Suffer the Little Children - Redux
Nathaniel Hawthorne, The Scarlet Letter. 1850.
Contrary to popular impression, Porcupine does not need to seize upon every little thing for comment. Especially in a week such as this, mellowed with good cheer, port wine and fine, aged cheese. Especially the cheese. Live and let live, fools dance about, t’was ever thus…..
Then something happens to break the mood of benevolence, and compels comment.
Last July, I wrote about the well-to-do teens who called in a bomb threat to the Steamship Authority so they could spend some extra time on Nantucket. (HERE). At the time, I said they were terrorists, if the purpose of terrorism is to inspire fear and disrupt society, and that they were being encouraged to evade responsibility for their actions. “Does anyone need a criminal record? At what age should they be held responsible for their actions, then? After the drunk driving offense at age 20? After they default on student loans at age 28? After the divorce and lack of child support at age 32? Indeed, why should they ever have to shoulder any responsibility at all, when assuring people that they are really very, very sorry will suffice?” When the news arrived that they had been mildly punished with a slap on the wrist (story HERE), Porcupine was full of Yuletide good will. While a follow-up was intended, it was allowed to slide. Heigh-ho, no surprises.
Then Porcupine was stung into action by television news footage of the court appearance of over 100 youths who had been drinking and trashing a hotel in Rockland. Like the Nantucket terrorists, they were all given a stern ‘talking to’ by the judge, and released. But that was not enough for these young hedonists. In fact, one was so rude the judge had to cite him for contempt; while all of them made it manifest that contempt was what they felt for the process of law and the courts. It was the television images of these young louts mugging for the cameras as they were escorted away that stung Porcupine into action, and made a reconsideration of the Nantucket teens important, as the lessons learned about the criminal justice system are so similar in both cases.

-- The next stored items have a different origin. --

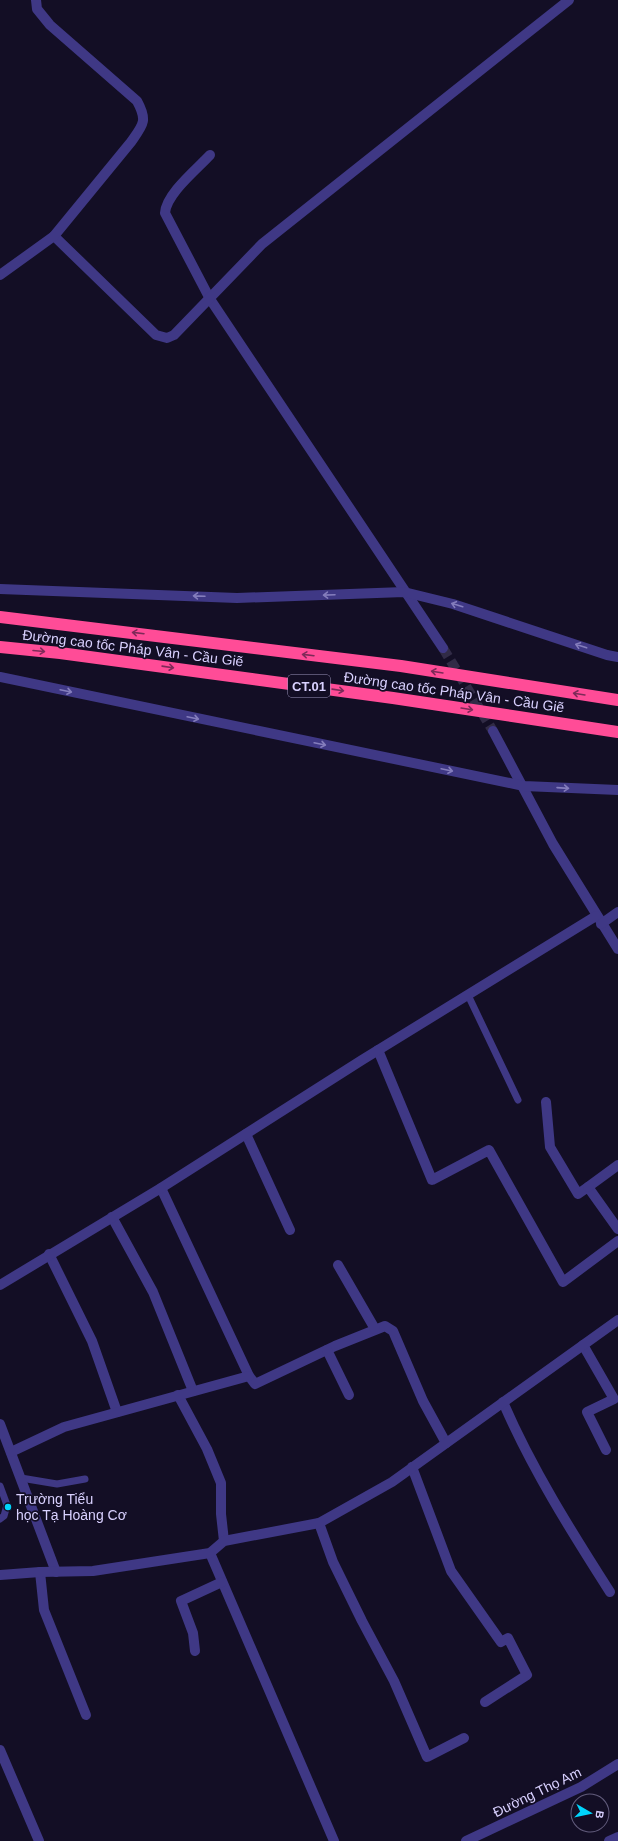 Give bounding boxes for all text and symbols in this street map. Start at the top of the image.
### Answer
one-way arrow [323,591,336,598]
one-way arrow [193,593,206,600]
one-way arrow [451,601,464,608]
street label: Đường cao tốc Pháp Vân - Cầu Giẽ [22,627,245,670]
one-way arrow [132,629,145,637]
one-way arrow [574,642,587,649]
one-way arrow [32,647,45,655]
one-way arrow [302,651,315,658]
one-way arrow [161,663,174,671]
one-way arrow [431,668,444,676]
street label: Đường cao tốc Pháp Vân - Cầu Giẽ [343,669,565,715]
road number: CT.01 [288,675,330,697]
one-way arrow [331,686,344,694]
one-way arrow [59,688,72,696]
one-way arrow [573,690,586,698]
one-way arrow [460,705,473,713]
one-way arrow [186,714,199,722]
one-way arrow [313,740,326,748]
one-way arrow [441,766,454,774]
one-way arrow [556,785,569,792]
place label: Trường Tiểu học Tạ Hoàng Cơ [16,1491,127,1523]
marker: Trường Tiểu học Tạ Hoàng Cơ [3,1502,13,1512]
street label: Đường Thọ Am [490,1764,584,1820]
north arrow [570,1793,610,1833]
text: B [593,1810,606,1819]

“They have learned the lesson of their life,” said attorney R. Bradford Bailey, who represented Reed and Williams. “It’s given them a lesson they will never forget and they will carry forward. They have repeatedly expressed their remorse.” Yes, remorse and an expensive lawyer will get you off from felony charges these days. The 400 hours of community service will be performed in Connecticut and Texas (parenthetically, WHEN did community service become debased from being something that responsible people gave to communities they cared about to a get-out-of-jail-free card for the well-connected?) and will give no benefit to Cape Cod. It would have been more fitting to sentence them to chambermaid work in the various hotels that stranded travelers had to take refuge in when they tried to find rooms at the height of the summer season, but sort of menial duty would be beneath these pampered felons. They will probably wind up using the ‘community services’ that they perform as punishment on their college resumes as demonstration that they are good citizens. The $39,467 that the four must split three ways will barely put a nick in their families’ mad money.
“The idea of this disposition might be misunderstood, but I don’t see a reason to destroy the lives of these youngsters. I’m sure their parents have paid a bigger price. I think justice has been achieved”, said Judge O’Neill. Yes, a fine lesson was learned, in Rockland and Nantucket. An expensive lawyer will keep your permanent record clean. If there are enough of you, the judge will have to let you all go. Under no circumstances should the young be punished, as that might damage their self esteem and ‘destroy’ their young lives. Instead, a profession of remorse will wipe every slate clean.